Since then, several additional organizations have been founded in hopes of developing this unique horse that originated from the animal that carried gypsies across Europe. “We're a parade unto ourselves,” says Tweedier, who now breeds her beloved horses at Gypsy Manner Ranch in both Redmond, Washington, and Ocala, Florida.
“The demographics are people who've paid their dues with hot horses,” says Tweedier. Commonly associated with the Anheuser-Busch team of noble bay giants, Clydesdale's are rarely appreciated for their abilities as riding horses.
Over the years, Johansson has developed an affectionate bond with the 10 gentle giants at her farm. Myth-Busting You may've ruled out a draft horse as trail mount because of common misconceptions associated with these breeds.

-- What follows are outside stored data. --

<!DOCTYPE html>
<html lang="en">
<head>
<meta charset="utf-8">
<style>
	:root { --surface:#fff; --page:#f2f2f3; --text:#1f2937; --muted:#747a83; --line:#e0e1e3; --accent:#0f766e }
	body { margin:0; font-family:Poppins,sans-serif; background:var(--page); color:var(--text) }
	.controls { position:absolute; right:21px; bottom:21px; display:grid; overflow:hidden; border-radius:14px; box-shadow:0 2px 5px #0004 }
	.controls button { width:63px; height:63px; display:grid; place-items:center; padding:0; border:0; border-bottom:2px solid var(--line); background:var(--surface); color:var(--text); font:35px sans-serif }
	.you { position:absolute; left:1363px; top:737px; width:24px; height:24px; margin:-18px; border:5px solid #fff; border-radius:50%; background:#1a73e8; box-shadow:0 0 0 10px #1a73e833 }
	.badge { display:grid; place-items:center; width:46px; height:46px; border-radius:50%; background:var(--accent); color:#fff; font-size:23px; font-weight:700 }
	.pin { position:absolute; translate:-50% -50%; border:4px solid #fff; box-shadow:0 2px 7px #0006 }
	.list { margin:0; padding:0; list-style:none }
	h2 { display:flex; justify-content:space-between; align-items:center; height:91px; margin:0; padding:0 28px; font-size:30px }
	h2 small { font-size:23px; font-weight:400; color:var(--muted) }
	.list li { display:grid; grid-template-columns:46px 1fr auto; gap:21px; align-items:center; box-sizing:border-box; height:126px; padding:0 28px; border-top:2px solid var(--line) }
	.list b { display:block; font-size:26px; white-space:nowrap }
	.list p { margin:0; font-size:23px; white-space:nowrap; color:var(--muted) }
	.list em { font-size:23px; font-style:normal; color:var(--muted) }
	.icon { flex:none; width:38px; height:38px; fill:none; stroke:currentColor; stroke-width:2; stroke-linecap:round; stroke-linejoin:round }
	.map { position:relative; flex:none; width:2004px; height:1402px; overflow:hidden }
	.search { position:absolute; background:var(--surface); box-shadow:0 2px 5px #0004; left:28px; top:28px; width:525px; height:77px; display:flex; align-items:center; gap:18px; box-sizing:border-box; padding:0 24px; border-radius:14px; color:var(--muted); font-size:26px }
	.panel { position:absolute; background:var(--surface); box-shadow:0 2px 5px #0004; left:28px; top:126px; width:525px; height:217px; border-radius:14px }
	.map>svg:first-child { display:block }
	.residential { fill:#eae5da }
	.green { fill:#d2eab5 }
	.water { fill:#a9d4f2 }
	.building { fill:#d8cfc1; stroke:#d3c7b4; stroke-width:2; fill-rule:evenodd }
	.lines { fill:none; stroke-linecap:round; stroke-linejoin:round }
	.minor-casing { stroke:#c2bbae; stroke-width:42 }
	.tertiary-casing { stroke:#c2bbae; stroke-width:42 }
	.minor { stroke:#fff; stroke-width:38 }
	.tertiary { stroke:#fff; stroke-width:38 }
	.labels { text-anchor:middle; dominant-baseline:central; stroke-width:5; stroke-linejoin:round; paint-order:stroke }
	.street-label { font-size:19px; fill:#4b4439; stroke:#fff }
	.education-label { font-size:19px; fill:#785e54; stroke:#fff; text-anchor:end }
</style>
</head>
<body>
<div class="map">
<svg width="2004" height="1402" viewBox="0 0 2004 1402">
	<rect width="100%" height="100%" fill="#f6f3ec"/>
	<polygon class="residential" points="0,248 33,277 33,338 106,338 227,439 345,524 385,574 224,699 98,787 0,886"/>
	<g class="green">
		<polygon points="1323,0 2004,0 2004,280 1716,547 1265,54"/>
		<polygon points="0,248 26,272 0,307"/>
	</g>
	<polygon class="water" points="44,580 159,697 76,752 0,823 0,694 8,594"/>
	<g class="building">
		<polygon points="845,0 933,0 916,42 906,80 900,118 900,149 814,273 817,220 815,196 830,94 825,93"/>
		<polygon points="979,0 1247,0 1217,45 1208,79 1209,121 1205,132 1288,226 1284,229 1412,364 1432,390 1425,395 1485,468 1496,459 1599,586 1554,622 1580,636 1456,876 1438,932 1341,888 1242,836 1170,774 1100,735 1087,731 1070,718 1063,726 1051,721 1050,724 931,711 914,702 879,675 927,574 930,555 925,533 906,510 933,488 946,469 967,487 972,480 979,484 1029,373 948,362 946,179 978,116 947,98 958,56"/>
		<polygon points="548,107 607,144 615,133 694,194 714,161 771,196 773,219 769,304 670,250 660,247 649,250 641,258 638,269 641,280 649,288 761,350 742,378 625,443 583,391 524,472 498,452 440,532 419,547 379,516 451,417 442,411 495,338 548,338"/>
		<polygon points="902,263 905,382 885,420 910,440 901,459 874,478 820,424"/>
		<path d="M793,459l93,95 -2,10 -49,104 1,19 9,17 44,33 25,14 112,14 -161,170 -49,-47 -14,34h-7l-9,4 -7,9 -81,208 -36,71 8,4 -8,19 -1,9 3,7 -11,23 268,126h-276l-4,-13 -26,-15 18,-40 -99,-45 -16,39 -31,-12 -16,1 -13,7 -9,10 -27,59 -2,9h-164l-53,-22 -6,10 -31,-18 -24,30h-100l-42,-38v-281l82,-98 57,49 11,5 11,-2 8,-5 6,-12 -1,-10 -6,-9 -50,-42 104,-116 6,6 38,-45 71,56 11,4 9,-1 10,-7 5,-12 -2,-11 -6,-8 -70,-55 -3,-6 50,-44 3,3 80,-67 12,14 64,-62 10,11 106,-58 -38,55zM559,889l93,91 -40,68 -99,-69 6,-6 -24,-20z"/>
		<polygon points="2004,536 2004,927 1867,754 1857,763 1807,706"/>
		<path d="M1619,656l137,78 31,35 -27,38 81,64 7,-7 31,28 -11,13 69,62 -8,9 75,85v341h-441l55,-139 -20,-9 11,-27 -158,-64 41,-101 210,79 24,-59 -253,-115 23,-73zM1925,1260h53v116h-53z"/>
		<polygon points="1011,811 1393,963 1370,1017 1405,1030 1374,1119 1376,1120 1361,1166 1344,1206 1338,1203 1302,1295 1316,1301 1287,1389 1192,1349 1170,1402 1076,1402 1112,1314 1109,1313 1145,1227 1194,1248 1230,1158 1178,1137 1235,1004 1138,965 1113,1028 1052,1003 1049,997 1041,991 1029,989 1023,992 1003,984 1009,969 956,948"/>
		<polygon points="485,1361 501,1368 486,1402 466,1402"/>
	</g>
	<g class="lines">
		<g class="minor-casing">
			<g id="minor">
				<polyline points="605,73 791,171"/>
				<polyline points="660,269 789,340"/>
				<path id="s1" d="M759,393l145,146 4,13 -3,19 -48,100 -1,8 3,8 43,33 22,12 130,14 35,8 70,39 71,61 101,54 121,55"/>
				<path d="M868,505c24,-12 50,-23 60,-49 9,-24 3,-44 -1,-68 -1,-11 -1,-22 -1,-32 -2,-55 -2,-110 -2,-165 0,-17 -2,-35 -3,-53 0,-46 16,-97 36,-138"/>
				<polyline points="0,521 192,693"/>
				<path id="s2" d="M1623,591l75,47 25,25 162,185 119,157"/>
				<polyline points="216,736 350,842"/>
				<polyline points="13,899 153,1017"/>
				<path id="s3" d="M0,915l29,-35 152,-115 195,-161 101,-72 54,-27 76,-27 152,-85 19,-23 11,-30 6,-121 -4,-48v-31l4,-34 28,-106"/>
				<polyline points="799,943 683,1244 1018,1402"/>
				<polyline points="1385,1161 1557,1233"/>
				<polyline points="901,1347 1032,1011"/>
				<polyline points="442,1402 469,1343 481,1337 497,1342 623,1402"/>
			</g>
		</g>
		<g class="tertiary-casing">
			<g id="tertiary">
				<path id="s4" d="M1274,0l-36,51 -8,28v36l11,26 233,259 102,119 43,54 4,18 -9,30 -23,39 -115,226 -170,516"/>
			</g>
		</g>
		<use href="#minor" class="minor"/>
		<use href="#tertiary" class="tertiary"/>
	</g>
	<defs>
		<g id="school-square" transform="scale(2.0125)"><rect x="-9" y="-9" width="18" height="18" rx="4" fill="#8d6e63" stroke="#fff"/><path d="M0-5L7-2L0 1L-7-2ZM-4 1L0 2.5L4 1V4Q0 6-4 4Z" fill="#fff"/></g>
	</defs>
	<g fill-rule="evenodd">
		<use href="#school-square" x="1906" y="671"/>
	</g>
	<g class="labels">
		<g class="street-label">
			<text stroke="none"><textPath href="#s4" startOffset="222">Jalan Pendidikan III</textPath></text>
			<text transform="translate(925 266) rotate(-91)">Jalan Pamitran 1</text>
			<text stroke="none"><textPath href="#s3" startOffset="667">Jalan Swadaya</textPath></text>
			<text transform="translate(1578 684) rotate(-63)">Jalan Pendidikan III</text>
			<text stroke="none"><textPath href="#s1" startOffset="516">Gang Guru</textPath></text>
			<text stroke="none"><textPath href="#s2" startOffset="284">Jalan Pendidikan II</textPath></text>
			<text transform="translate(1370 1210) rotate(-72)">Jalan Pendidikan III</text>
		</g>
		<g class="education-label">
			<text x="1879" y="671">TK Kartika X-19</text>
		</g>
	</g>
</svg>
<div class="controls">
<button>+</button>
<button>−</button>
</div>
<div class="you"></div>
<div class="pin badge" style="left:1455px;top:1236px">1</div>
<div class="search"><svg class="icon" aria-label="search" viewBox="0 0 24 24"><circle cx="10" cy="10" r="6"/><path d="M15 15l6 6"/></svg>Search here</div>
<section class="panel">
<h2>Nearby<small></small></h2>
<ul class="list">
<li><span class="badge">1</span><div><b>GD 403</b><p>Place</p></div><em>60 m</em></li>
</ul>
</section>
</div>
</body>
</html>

“A healthy draft horse has just as much energy and is just as capable of cantering and galloping as any other breed,” says Beth Valentine, DVD, PhD, professor of anatomic pathology at Oregon State University College of Veterinary Medicine, a draft -horse owner, and co-author of Racehorses, an Owner's Manual (www.ruralheritage.com/bookstore). Reality: It's true that the colossal size of some draft horses makes them majestic creatures.
Myth #3: It's impossible to mount a draft horse unaided on the trail. Reality: While it can be difficult to mount a tall horse on the trail, there are ways to overcome this challenge.
According to Dr. Valentine, draft horses need about three-quarters of the amount of feed per body weight than light breeds.